One afternoon, as Hilda entered St. Peter's in sombre mood, its
interior beamed upon her with all the effect of a new creation. It
seemed an embodiment of whatever the imagination could conceive, or
the heart desire, as a magnificent, comprehensive, majestic symbol
of religious faith. All splendor was included within its verge, and
there was space for all. She gazed with delight even at the
multiplicity of ornament. She was glad at the cherubim that
fluttered upon the pilasters, and of the marble doves, hovering
unexpectedly, with green olive-branches of precious stones. She
could spare nothing, now, of the manifold magnificence that had
been lavished, in a hundred places, richly enough to have made
world-famous shrines in any other church, but which here melted
away into the vast sunny breadth, and were of no separate account.
Yet each contributed its little all towards the grandeur of the
whole.
She would not have banished one of those grim popes, who sit
each over his own tomb, scattering cold benedictions out of their
marble hands; nor a single frozen sister of the Allegoric family,
to whom—as, like hired mourners at an English funeral, it costs
them no wear and tear of heart—is assigned the office of weeping
for the dead. If you choose to see these things, they present
themselves; if you deem them unsuitable and out of place, they
vanish, individually, but leave their life upon the walls.

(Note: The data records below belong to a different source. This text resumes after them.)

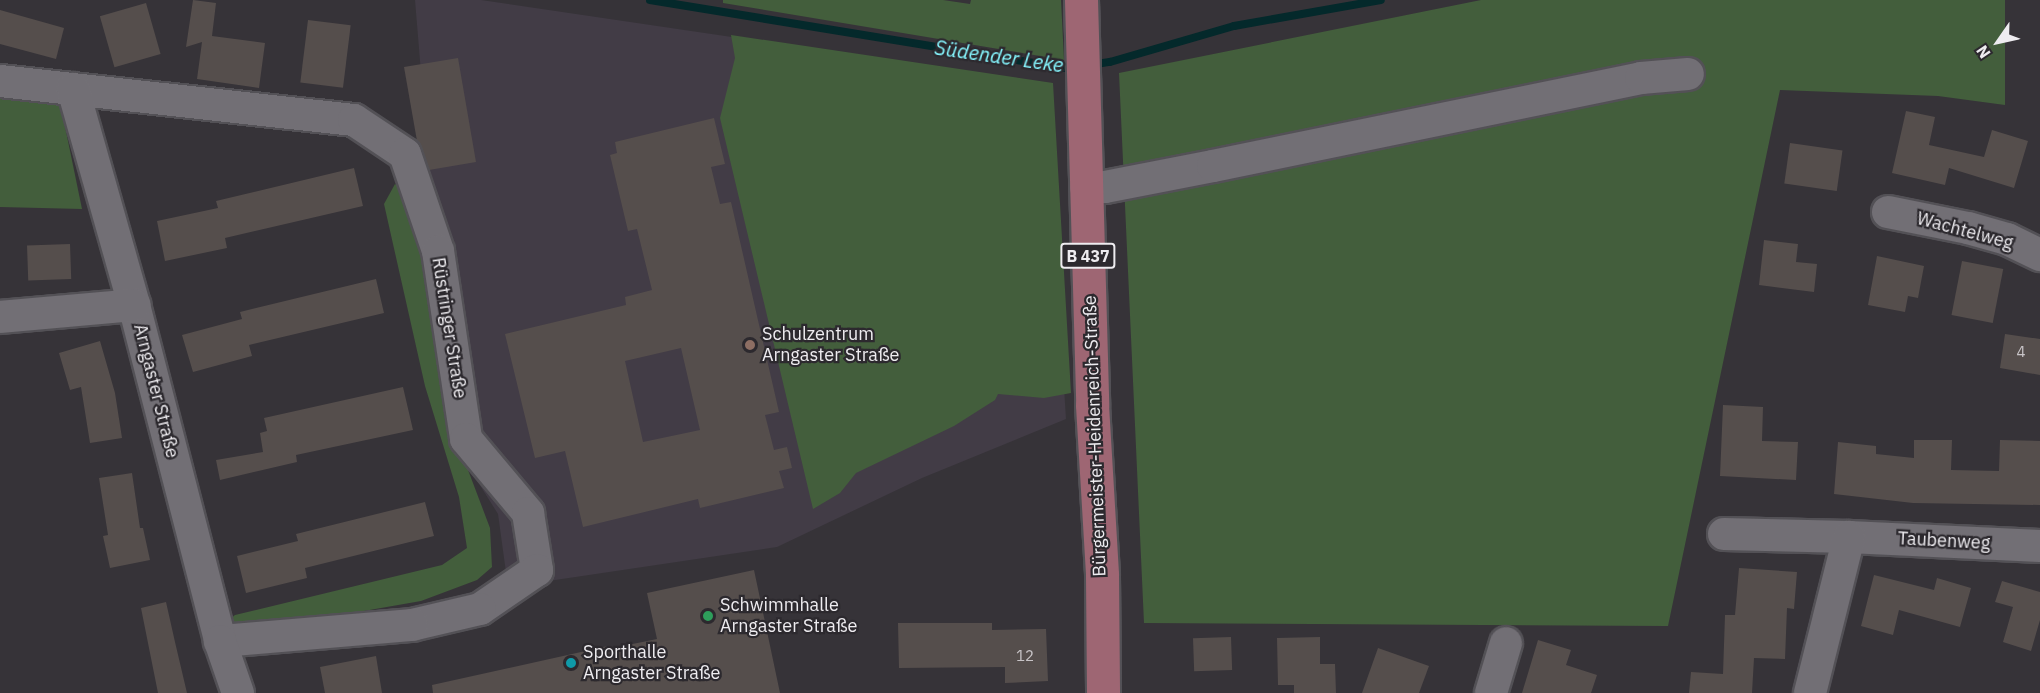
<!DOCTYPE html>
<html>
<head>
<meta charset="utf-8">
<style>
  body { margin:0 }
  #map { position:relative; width:2040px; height:693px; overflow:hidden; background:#363338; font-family:"IBM Plex Sans",sans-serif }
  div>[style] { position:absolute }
  .built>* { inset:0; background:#423c46 }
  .green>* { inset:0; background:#435e3c }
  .stream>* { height:8px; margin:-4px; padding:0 4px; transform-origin:4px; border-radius:4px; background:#04292b }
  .building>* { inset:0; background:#554e4c; transform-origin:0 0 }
  .roads { filter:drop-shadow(2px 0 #535156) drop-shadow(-2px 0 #535156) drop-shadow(0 2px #535156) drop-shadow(0 -2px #535156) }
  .minor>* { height:32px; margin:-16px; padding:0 16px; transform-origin:16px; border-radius:16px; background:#726f75 }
  .major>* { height:33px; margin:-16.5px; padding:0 16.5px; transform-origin:16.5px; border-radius:16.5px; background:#9e6673 }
  .dots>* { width:16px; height:16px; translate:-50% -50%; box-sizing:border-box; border:3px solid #2c292e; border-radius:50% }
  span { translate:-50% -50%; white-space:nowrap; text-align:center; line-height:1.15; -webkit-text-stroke:4.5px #2c292e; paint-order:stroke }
  .number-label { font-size:15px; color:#c8c4c7 }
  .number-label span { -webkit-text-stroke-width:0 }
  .shield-label span { padding:2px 4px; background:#2c292e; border:2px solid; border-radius:4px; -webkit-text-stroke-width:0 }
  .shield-label { font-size:16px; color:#eeecf0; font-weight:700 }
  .street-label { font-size:18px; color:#eeecf0 }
  .poi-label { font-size:18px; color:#eeecf0 }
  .left { translate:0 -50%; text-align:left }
  .water-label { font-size:20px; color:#86f7ff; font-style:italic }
  .north { position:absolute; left:1968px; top:12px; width:60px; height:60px; -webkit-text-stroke:4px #2c292e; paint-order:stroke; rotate:236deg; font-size:16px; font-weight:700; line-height:24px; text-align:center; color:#eeecf0 }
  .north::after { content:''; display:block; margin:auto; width:21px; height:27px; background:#eeecf0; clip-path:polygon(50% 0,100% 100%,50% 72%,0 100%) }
</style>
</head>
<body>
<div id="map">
  <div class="built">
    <i style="clip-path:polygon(415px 0,481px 0,1045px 83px,1066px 419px,922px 478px,777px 547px,508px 587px,498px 514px,466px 463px,431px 194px)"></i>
  </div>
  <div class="green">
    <i style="clip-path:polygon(723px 0,943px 0,970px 4px,971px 0,1061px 0,1064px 60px,723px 3px)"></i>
    <i style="clip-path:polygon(1481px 0,2005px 0,2005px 105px,1938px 96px,1780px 90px,1668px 626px,1144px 623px,1119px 73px)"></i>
    <i style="clip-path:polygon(731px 35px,1053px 83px,1071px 393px,1044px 398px,998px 394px,995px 400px,954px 426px,856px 473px,840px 493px,813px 509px,720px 118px,735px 58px)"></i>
    <i style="clip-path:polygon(0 96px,60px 102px,82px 209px,0 207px)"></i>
    <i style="clip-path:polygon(395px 184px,411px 195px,438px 307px,442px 382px,462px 454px,490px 528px,492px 567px,477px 580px,421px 601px,261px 629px,234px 628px,230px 619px,235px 615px,442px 565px,467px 548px,459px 497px,425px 386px,384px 204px)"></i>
  </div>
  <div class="stream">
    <i style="left:650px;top:0;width:422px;rotate:9.3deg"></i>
    <i style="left:1066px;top:68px;width:9px;rotate:-6deg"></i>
    <i style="left:1090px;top:65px;width:20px;rotate:-9deg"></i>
    <i style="left:1110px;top:62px;width:129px;rotate:-16.2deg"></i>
    <i style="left:1234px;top:26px;width:149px;rotate:-10deg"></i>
  </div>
  <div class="building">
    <i style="clip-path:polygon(193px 0,216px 3px,212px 36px,265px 43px,259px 88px,197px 79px,202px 42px,186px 47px)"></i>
    <i style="left:146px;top:3px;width:53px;height:48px;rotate:74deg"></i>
    <i style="clip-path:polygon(0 10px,64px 28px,56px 59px,0 44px)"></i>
    <i style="left:308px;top:20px;width:43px;height:63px;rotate:7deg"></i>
    <i style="clip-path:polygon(458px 58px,476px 162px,429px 170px,417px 141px,404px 67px)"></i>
    <i style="clip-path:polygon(1906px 111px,1935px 117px,1929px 145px,1984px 157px,1992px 130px,2028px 141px,2014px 188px,1949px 168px,1945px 185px,1892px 173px)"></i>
    <i style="clip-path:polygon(evenodd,714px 118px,725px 164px,711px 167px,720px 204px,731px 202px,779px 412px,765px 415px,774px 450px,787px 447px,792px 468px,779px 471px,784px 488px,700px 508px,698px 499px,583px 527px,565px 451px,535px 458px,505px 334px,626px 305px,625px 297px,652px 290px,637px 229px,628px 231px,610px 155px,617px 153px,615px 142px,714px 118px,681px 348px,700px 430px,643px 442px,625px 361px,681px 348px)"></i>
    <i style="left:1790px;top:143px;width:53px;height:41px;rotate:8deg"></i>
    <i style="clip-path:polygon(354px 168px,363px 206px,225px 238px,227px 248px,165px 261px,157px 221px,218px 208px,216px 201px)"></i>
    <i style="clip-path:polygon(1764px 240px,1798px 244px,1796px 262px,1817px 264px,1814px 292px,1759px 285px)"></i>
    <i style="left:70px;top:244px;width:35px;height:43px;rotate:88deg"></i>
    <i style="clip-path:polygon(1877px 256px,1924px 266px,1918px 298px,1908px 296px,1905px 312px,1868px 305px)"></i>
    <i style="left:1962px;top:261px;width:42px;height:55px;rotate:11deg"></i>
    <i style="clip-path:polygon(376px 279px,384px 313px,249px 345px,252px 356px,193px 372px,182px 335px,242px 319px,240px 312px)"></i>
    <i style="clip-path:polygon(2005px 334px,2040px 339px,2040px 375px,2000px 368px)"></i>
    <i style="clip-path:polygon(100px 341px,115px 393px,122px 438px,90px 443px,81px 387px,70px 390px,59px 353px)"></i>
    <i style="clip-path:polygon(403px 387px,413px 430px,296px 455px,297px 462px,220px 480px,216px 460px,263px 452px,260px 433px,267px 431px,264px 418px)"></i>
    <i style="clip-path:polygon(1723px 405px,1763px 407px,1762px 441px,1798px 442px,1796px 480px,1720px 476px)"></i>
    <i style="clip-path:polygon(1914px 440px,1952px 440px,1951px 470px,1999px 471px,2000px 440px,2040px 441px,2040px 505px,1913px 503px,1834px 494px,1838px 442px,1876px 446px,1876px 454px,1914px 458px)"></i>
    <i style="clip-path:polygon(132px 473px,140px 528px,143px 528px,150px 560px,110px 568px,103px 536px,108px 535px,99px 478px)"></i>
    <i style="clip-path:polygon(425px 502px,434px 536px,305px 568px,307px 578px,246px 593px,237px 556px,298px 541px,296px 534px)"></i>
    <i style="clip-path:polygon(1739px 568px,1797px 572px,1794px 609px,1787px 608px,1785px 659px,1754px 658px,1752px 693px,1689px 693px,1691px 672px,1723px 674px,1725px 615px,1735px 615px)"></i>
    <i style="clip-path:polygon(754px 570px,780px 693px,433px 693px,432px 685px,608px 646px,608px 649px,657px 639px,647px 593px)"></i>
    <i style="clip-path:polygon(1874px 575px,1934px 590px,1937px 578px,1971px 588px,1960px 627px,1899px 610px,1893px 635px,1861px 626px)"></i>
    <i style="clip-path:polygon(2002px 581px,2040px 592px,2040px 620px,2031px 651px,2003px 642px,2013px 607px,1995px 602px)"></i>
    <i style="clip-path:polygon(166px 602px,175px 642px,187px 693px,158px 693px,141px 608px)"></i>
    <i style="clip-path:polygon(898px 623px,992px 623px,992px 630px,1046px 629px,1048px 681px,1005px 683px,1005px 667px,899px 668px)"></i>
    <i style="left:1231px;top:637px;width:33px;height:38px;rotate:88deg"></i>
    <i style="clip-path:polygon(1320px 637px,1320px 664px,1335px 664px,1336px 693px,1294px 693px,1294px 685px,1278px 685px,1277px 638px)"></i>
    <i style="clip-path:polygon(1538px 640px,1571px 650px,1566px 665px,1597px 675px,1591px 693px,1522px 693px)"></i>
    <i style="clip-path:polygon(1378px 648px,1429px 666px,1419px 693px,1362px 693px)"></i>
    <i style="clip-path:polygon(376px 656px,382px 693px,325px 693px,320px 667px)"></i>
  </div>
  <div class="roads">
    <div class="minor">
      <i style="left:0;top:81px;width:356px;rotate:6.3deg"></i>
      <i style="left:354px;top:120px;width:61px;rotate:33.7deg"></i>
      <i style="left:405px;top:154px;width:102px;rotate:71.2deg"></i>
      <i style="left:438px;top:251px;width:190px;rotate:81.5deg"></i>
      <i style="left:466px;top:439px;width:97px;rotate:50deg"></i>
      <i style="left:528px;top:513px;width:58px;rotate:81deg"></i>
      <i style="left:537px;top:570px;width:69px;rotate:145.6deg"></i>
      <i style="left:480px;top:609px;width:70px;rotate:166.8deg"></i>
      <i style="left:412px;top:625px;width:193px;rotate:175.2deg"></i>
      <i style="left:73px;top:89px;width:224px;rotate:74.2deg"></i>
      <i style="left:134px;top:305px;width:347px;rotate:75.6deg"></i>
      <i style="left:220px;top:641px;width:55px;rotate:70.9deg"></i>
      <i style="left:1086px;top:187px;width:19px"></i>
      <i style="left:1105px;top:187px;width:110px;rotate:-11deg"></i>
      <i style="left:1213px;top:166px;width:437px;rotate:-11.6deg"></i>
      <i style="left:1641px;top:78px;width:47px;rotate:-4.9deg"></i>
      <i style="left:1888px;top:212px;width:82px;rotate:11.3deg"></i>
      <i style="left:1968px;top:228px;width:41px;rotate:15.8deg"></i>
      <i style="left:2007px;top:239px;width:37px;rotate:26deg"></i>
      <i style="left:0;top:317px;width:135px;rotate:-5.1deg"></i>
      <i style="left:1724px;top:534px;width:125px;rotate:1.4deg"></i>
      <i style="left:1849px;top:537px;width:191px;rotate:2.7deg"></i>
      <i style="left:1491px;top:693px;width:52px;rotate:-73.3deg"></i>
      <i style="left:1810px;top:693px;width:161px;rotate:-76deg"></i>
    </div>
    <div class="major">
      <i style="left:1081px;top:0;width:405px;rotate:88.4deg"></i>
      <i style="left:1092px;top:405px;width:170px;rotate:86.6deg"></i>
      <i style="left:1102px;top:575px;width:118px;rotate:89.5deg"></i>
    </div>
  </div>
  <div class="dots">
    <i style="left:750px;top:345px;background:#8d6e63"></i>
    <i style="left:708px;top:616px;background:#2e9e5b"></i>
    <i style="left:571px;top:663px;background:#0f9aa8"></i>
  </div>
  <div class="number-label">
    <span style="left:2021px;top:352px">4</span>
    <span style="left:1025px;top:656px">12</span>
  </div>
  <div class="shield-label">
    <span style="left:1088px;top:256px">B 437</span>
  </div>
  <div class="street-label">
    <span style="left:1965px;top:231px;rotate:15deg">Wachtelweg</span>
    <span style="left:449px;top:328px;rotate:81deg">Rüstringer Straße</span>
    <span style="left:156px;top:391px;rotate:76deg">Arngaster Straße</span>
    <span style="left:1095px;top:436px;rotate:-92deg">Bürgermeister-Heidenreich-Straße</span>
    <span style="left:1944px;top:541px;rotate:3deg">Taubenweg</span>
  </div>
  <div class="poi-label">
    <span class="left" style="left:762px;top:345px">Schulzentrum<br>Arngaster Straße</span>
    <span class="left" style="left:720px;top:616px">Schwimmhalle<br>Arngaster Straße</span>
    <span class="left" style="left:583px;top:663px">Sporthalle<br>Arngaster Straße</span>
  </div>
  <div class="water-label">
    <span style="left:999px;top:56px;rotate:8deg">Südender Leke</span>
  </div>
  <div class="north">N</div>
</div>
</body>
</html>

The pavement! it stretched out illimitably, a plain of
many-colored marble, where thousands of worshippers might kneel
together, and shadowless angels tread among them without brushing
their heavenly garments against those earthly ones. The roof! the
dome! Rich, gorgeous, filled with sunshine, cheerfully sublime, and
fadeless after centuries, those lofty depths seemed to translate
the heavens to mortal comprehension, and help the spirit upward to
a yet higher and wider sphere. Must not the faith, that built this
matchless edifice, and warmed, illuminated, and overflowed from it,
include whatever can satisfy human aspirations at the loftiest, or
minister to human necessity at the sorest? If Religion had a
material home, was it not here?
As the scene which we but faintly suggest shone calmly before
the New England maiden at her entrance, she moved, as if by very
instinct, to one of the vases of holy water, upborne against a
column by two mighty cherubs. Hilda dipped her fingers, and had
almost signed the cross upon her breast, but forbore, and trembled,
while shaking the water from her finger-tips.